A closed-loop system is commonly used in pharmaceutical water systems to maintain water circulation and prevent stagnation.

The loop design must incorporate proper sizing, flow rates, and backflow prevention mechanisms to ensure consistent water quality.

Slope:

Piping should be sloped appropriately to facilitate drainage and prevent the accumulation of water in low points.

Proper slope ensures that the system can be effectively drained and sanitized during routine maintenance.

Dead Lag Volume:

Dead lag volume refers to the volume of water that remains stagnant in the system after a change in water flow or during system shutdowns.

To minimize dead lag volume, the system should be designed with minimal dead-end piping and appropriate valve configurations to flush out stagnant water during startup.

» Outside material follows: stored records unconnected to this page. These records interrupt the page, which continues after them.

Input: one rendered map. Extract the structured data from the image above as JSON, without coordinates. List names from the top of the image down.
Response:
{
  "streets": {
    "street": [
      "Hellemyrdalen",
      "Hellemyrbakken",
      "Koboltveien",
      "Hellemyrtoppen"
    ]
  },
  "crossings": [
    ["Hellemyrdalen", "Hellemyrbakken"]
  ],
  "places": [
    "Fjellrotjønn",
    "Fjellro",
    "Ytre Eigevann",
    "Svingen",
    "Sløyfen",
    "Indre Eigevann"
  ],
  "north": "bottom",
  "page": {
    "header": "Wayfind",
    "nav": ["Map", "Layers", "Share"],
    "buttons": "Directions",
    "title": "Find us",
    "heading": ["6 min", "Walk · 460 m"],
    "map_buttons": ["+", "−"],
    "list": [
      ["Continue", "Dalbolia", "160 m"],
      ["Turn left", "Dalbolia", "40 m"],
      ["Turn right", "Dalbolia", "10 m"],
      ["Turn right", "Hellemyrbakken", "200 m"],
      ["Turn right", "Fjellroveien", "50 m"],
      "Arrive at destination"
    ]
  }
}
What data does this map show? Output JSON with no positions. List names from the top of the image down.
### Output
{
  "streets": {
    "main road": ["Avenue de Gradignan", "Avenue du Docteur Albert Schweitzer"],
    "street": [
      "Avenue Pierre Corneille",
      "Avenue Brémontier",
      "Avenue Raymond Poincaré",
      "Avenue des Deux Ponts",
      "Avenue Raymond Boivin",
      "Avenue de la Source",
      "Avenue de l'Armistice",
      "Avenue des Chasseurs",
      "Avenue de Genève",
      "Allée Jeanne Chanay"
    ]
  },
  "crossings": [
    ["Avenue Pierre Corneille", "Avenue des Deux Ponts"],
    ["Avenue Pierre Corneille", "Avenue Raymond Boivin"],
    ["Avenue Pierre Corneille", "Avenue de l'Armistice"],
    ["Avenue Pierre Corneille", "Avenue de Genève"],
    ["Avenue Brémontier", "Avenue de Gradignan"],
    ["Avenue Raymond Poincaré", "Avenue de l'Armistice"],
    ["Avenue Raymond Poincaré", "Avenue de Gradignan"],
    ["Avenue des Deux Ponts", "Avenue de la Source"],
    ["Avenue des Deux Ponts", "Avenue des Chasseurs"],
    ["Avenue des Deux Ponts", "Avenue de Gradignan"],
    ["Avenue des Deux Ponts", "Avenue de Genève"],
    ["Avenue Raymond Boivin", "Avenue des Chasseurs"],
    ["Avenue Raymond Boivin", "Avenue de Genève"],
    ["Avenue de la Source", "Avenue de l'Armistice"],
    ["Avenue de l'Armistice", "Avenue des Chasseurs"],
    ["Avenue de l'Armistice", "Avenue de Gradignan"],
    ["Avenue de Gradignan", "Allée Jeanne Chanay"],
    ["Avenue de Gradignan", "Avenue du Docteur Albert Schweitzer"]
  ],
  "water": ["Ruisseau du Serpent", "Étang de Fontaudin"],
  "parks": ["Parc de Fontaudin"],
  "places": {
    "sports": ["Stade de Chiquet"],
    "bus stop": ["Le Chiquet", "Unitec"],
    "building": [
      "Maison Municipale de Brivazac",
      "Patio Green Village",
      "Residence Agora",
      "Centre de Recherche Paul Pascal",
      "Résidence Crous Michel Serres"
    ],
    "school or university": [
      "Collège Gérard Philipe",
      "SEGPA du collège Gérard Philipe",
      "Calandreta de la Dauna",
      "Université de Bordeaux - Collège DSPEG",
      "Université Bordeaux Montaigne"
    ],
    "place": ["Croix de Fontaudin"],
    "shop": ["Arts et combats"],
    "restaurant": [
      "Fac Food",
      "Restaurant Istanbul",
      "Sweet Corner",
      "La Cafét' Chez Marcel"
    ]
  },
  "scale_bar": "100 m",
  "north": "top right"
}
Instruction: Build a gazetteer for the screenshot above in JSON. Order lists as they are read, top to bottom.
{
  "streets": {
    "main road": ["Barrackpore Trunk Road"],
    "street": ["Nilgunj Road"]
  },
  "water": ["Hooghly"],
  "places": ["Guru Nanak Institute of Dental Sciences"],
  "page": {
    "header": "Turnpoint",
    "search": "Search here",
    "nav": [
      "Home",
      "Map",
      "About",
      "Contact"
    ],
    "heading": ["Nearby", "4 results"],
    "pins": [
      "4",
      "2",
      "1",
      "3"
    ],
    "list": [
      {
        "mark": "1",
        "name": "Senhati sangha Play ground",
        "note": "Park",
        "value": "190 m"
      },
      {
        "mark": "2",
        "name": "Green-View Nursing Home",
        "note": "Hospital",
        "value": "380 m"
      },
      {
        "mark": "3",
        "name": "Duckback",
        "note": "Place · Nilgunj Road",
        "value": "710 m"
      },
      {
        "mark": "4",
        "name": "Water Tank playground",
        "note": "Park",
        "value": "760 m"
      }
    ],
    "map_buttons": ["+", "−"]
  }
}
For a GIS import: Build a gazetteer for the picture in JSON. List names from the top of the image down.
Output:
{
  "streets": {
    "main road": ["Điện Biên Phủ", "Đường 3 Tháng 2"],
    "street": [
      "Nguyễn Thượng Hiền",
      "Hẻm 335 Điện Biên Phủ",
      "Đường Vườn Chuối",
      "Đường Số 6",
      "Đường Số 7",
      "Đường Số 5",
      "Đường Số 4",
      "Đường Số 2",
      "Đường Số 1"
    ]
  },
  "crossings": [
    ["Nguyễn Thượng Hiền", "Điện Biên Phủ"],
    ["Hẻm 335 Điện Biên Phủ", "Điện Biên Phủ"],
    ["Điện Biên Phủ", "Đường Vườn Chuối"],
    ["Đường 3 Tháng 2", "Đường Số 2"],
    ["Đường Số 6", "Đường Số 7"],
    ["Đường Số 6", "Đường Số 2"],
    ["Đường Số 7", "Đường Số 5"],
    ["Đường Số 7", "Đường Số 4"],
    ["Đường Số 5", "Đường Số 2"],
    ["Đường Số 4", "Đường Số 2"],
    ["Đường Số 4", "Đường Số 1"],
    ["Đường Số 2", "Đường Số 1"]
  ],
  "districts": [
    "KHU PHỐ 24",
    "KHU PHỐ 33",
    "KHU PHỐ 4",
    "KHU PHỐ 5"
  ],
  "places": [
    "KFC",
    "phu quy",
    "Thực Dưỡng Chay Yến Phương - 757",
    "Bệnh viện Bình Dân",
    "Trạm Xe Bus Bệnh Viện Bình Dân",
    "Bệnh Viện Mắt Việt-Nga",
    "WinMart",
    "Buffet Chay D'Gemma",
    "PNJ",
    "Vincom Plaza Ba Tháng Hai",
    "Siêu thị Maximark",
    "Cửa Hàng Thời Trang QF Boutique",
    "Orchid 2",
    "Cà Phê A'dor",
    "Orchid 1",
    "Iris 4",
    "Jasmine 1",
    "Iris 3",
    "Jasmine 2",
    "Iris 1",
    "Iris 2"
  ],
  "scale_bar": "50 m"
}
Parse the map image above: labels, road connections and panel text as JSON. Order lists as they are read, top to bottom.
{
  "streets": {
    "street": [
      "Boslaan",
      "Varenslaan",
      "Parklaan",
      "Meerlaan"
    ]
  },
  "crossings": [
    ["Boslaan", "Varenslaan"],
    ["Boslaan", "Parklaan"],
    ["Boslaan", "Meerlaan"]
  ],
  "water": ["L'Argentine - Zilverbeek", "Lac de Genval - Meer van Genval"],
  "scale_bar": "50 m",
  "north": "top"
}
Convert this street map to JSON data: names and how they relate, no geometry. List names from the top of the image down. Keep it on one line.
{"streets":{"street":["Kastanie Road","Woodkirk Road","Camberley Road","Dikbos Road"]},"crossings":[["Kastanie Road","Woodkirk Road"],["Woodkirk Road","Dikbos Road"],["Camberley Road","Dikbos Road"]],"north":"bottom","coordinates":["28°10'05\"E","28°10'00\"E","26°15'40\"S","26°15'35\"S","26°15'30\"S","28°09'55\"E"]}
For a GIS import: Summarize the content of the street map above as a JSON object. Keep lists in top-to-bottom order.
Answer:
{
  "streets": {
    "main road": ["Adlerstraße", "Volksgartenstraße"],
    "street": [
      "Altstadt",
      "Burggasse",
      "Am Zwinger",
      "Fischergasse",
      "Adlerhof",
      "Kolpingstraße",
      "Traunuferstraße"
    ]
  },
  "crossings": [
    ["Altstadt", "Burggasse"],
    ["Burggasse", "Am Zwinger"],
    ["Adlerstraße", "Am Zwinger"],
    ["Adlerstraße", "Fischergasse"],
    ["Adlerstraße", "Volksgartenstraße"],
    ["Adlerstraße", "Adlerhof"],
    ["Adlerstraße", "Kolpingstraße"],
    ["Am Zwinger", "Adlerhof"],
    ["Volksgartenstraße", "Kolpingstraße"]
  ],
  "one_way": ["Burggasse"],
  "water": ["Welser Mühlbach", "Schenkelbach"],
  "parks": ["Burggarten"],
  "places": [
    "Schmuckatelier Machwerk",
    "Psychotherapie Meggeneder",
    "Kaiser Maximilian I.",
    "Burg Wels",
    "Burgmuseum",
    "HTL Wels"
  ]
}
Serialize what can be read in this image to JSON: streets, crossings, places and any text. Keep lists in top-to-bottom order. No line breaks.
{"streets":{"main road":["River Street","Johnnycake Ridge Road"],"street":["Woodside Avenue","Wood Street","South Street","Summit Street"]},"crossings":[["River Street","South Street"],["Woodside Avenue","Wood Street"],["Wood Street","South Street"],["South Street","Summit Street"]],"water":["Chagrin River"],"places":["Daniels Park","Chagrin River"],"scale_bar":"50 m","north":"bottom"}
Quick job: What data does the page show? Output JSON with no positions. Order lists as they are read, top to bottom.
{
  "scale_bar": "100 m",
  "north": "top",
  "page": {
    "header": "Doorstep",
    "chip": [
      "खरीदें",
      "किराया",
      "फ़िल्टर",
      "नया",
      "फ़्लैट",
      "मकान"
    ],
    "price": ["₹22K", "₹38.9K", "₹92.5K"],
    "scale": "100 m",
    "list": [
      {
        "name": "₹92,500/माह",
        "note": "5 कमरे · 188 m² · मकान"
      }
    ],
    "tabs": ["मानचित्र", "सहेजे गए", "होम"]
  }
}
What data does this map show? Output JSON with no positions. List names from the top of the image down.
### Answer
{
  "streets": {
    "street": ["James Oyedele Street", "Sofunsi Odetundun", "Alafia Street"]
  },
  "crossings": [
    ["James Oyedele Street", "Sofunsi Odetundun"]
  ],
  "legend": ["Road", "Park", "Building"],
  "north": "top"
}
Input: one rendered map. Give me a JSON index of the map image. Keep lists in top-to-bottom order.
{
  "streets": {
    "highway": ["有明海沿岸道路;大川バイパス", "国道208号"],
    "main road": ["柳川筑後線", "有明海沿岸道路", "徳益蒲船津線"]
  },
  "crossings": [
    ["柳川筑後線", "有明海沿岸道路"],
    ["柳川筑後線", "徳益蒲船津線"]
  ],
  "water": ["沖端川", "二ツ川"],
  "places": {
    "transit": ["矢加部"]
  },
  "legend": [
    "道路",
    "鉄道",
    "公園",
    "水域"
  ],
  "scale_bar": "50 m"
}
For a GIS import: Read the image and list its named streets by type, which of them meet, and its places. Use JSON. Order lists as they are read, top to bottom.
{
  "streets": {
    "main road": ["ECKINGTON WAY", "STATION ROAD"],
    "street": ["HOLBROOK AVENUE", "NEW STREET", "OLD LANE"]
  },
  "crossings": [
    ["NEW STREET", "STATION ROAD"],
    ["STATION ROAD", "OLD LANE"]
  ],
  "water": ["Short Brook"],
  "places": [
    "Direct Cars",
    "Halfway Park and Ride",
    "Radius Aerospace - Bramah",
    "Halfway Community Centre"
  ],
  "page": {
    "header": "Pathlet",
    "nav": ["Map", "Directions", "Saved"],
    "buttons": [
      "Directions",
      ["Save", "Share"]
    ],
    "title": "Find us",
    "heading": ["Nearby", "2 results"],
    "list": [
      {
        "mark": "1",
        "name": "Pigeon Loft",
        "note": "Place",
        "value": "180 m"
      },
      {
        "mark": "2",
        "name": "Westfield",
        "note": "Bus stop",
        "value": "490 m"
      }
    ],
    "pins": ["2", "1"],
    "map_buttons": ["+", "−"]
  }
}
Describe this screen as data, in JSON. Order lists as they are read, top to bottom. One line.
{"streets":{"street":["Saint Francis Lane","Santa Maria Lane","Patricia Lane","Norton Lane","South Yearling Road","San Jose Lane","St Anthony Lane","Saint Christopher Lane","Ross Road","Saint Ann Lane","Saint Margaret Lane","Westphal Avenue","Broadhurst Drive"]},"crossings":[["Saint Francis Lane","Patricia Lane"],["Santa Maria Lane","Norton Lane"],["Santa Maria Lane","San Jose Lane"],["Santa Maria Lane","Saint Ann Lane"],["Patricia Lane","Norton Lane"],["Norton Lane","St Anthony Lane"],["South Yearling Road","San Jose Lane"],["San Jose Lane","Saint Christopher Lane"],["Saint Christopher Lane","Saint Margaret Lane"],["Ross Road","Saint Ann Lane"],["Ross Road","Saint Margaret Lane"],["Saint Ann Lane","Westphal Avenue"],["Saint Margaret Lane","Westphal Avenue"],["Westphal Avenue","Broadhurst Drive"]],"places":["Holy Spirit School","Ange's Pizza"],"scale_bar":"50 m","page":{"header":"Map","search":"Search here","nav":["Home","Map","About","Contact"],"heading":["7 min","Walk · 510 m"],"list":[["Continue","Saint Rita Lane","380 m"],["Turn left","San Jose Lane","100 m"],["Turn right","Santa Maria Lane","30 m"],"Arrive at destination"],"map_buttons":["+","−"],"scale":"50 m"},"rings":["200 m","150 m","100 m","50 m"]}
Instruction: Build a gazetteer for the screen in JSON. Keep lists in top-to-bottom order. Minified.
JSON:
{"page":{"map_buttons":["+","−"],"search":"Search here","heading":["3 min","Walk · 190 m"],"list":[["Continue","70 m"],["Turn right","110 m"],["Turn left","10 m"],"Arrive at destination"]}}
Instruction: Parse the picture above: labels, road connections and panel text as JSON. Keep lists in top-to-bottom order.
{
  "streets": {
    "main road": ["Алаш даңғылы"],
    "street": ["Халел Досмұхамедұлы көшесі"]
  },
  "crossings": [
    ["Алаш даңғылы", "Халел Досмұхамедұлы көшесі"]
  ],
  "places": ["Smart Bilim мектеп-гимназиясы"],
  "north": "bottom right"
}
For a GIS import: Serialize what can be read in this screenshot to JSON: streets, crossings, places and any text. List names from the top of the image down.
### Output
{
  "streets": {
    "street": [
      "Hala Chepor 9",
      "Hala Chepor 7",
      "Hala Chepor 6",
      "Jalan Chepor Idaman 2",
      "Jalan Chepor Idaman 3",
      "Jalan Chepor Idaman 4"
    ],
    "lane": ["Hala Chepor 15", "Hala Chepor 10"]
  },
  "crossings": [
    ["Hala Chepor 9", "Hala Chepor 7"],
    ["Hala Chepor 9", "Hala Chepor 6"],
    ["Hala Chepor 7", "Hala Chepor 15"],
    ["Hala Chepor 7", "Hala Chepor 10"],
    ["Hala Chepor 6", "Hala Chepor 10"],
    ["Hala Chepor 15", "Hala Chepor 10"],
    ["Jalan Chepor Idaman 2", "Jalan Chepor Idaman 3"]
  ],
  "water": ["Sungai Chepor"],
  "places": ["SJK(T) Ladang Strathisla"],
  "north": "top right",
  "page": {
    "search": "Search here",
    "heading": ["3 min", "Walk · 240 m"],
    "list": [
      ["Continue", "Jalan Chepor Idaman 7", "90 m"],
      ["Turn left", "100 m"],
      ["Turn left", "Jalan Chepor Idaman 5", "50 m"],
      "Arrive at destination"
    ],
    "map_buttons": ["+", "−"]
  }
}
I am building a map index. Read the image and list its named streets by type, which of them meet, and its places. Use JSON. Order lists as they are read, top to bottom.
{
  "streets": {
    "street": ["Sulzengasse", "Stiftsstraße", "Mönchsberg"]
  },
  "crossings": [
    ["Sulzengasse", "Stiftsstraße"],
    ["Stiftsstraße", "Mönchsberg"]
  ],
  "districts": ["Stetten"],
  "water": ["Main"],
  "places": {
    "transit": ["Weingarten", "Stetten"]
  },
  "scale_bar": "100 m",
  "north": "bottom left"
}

In conclusion, a well-designed pharmaceutical water system is crucial for ensuring the production of high-quality pharmaceutical products. The combination of ion exchange resins, activated charcoal, reverse osmosis, mixed bed columns, and electrodeionization provides multiple purification stages to achieve the required level of purity. Material selection, proper piping design, and consideration of dead lag volume are essential factors to prevent contamination and maintain the system’s reliability and efficiency. Compliance with regulatory guidelines, such as those provided by the United States Pharmacopeia (USP) or other relevant authorities, is also crucial to meet industry standards and ensure patient safety.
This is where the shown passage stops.